WHAT YOU NEED TO DO => Scan the entries below. Report each line where the string "style" occurs.

LISTED RECORDS =>
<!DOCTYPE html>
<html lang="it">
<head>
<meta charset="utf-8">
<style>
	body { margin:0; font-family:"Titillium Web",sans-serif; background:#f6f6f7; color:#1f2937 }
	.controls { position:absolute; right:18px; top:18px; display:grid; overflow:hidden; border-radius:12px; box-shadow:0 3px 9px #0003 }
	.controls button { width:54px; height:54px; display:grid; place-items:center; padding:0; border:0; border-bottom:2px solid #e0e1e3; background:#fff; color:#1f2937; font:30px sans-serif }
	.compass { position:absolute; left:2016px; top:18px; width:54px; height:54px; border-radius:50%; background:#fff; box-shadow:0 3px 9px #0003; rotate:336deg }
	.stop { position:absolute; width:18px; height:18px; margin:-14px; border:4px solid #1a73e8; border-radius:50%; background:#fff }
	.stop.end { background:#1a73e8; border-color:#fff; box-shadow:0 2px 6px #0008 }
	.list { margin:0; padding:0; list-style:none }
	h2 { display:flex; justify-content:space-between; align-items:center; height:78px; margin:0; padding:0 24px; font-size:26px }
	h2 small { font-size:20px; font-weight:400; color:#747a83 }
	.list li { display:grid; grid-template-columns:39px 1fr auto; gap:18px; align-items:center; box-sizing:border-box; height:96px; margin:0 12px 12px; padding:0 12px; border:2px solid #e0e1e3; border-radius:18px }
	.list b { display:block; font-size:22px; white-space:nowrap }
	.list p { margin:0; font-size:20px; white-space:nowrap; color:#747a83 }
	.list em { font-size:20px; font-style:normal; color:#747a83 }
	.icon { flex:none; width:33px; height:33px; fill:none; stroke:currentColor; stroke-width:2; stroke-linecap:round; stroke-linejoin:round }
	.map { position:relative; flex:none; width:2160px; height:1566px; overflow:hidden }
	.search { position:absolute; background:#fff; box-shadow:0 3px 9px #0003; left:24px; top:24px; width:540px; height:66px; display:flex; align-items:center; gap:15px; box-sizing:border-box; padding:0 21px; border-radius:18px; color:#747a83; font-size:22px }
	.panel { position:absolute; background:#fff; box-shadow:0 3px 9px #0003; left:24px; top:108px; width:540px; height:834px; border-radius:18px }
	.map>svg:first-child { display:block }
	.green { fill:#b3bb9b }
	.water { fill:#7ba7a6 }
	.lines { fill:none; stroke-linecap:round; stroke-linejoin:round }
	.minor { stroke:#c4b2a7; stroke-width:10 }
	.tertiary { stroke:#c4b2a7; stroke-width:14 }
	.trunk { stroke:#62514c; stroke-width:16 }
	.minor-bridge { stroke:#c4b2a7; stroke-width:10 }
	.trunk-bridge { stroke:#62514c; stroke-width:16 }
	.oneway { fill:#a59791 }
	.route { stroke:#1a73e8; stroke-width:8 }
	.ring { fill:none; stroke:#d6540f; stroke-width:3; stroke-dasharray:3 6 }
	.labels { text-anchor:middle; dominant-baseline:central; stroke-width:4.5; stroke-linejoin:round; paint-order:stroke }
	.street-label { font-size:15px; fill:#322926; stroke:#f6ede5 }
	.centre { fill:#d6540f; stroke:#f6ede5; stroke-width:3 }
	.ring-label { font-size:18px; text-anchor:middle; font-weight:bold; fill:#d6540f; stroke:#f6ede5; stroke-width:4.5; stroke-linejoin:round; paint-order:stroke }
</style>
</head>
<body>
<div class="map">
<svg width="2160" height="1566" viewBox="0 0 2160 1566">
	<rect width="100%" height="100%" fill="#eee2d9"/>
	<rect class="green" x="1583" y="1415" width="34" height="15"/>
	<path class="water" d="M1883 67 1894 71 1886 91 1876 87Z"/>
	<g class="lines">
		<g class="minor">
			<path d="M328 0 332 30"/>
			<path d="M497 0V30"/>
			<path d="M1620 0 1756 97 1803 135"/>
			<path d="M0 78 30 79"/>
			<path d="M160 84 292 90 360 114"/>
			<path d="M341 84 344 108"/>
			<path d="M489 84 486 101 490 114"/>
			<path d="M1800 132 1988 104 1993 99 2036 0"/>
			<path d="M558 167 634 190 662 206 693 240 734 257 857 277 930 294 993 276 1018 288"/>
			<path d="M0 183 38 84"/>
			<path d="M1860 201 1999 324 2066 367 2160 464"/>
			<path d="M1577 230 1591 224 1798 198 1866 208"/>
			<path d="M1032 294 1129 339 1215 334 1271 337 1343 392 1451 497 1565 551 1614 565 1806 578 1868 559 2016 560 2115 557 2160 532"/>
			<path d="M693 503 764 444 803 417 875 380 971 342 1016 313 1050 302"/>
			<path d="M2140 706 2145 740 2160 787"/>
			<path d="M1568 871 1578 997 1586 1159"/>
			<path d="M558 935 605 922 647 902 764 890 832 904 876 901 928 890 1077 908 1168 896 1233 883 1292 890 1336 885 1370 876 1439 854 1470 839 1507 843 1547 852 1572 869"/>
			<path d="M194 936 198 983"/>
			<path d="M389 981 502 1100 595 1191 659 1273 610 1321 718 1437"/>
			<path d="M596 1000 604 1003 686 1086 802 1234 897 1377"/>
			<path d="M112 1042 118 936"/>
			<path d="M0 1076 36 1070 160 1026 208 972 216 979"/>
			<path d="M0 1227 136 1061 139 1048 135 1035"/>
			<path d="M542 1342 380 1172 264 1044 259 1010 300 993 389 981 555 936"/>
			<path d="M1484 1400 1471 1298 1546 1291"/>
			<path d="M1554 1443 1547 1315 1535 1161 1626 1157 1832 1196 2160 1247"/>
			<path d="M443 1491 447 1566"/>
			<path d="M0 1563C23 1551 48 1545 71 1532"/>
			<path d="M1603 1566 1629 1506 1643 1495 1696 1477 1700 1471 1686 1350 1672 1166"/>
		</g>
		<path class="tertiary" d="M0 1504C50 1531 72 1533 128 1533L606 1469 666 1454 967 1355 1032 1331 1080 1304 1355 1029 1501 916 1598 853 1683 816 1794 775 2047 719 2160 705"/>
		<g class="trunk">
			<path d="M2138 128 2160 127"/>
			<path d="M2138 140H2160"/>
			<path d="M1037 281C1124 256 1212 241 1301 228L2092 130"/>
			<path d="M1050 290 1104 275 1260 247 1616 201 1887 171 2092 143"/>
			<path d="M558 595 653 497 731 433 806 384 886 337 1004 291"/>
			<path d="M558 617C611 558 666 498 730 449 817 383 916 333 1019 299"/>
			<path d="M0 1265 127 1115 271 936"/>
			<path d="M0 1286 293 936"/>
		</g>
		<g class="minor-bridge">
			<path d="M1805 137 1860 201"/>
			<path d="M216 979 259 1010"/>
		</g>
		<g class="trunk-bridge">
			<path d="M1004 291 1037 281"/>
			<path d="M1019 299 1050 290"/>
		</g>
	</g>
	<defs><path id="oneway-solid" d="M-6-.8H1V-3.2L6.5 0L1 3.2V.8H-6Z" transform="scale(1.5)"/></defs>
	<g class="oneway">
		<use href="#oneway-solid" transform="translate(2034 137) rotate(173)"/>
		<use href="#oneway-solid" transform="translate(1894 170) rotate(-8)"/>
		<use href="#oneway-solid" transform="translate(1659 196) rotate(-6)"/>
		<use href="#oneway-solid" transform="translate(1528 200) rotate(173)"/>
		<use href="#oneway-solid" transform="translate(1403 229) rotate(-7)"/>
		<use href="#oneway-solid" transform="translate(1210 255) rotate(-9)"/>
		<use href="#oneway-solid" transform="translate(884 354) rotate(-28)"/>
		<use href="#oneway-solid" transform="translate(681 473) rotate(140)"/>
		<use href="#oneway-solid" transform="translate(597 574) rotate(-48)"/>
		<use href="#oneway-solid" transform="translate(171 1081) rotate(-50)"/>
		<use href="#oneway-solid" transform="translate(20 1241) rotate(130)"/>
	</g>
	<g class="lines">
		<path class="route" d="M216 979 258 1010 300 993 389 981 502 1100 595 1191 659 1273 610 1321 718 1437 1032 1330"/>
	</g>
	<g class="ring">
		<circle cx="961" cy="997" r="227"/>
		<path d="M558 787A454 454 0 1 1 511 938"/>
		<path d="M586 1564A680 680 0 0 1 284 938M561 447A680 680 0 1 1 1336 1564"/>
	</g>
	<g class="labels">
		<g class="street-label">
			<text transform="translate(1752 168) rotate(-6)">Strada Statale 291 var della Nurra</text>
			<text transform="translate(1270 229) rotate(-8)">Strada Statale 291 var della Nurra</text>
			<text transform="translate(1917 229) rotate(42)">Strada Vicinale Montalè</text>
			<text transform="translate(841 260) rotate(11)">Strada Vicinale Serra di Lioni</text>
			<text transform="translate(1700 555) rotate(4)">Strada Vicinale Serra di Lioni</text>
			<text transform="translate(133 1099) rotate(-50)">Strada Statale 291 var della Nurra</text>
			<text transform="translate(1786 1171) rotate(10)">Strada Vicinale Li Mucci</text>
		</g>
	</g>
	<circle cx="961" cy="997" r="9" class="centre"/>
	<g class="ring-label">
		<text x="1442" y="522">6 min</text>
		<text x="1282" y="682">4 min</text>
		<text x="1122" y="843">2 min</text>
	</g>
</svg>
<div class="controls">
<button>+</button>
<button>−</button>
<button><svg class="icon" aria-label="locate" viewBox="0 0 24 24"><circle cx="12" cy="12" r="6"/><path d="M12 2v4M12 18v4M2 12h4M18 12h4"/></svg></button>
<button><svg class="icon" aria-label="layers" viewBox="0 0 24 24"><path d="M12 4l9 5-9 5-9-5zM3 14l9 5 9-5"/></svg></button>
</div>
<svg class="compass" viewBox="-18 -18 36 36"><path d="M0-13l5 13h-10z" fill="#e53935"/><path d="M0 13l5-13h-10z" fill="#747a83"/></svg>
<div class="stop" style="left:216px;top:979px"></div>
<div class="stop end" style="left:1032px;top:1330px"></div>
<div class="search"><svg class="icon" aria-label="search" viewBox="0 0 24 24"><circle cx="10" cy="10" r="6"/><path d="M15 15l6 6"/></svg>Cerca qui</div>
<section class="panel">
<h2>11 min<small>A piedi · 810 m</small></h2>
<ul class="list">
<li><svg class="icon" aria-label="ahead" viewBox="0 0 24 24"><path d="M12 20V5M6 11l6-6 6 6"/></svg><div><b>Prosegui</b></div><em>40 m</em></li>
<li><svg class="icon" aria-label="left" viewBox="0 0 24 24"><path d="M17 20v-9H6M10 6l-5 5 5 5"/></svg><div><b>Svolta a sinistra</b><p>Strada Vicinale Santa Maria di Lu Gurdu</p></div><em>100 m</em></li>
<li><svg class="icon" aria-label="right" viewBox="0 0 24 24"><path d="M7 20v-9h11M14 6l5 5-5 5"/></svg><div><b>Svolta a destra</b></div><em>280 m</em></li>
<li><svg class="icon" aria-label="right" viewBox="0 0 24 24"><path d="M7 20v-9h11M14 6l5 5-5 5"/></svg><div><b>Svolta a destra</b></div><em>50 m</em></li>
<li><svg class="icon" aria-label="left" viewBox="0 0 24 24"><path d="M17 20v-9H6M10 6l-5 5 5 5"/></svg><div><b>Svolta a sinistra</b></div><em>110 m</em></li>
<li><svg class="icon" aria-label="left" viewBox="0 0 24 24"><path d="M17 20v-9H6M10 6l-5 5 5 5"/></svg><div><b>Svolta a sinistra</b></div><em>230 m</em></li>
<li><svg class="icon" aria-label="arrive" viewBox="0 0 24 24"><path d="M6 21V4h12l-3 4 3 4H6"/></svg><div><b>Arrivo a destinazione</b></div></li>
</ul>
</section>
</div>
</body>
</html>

SOLUTION FOR THIS EXERCISE =>
<style>
	.list { margin:0; padding:0; list-style:none }
	.list em { font-size:20px; font-style:normal; color:#747a83 }
</style>
<div class="stop" style="left:216px;top:979px"></div>
<div class="stop end" style="left:1032px;top:1330px"></div>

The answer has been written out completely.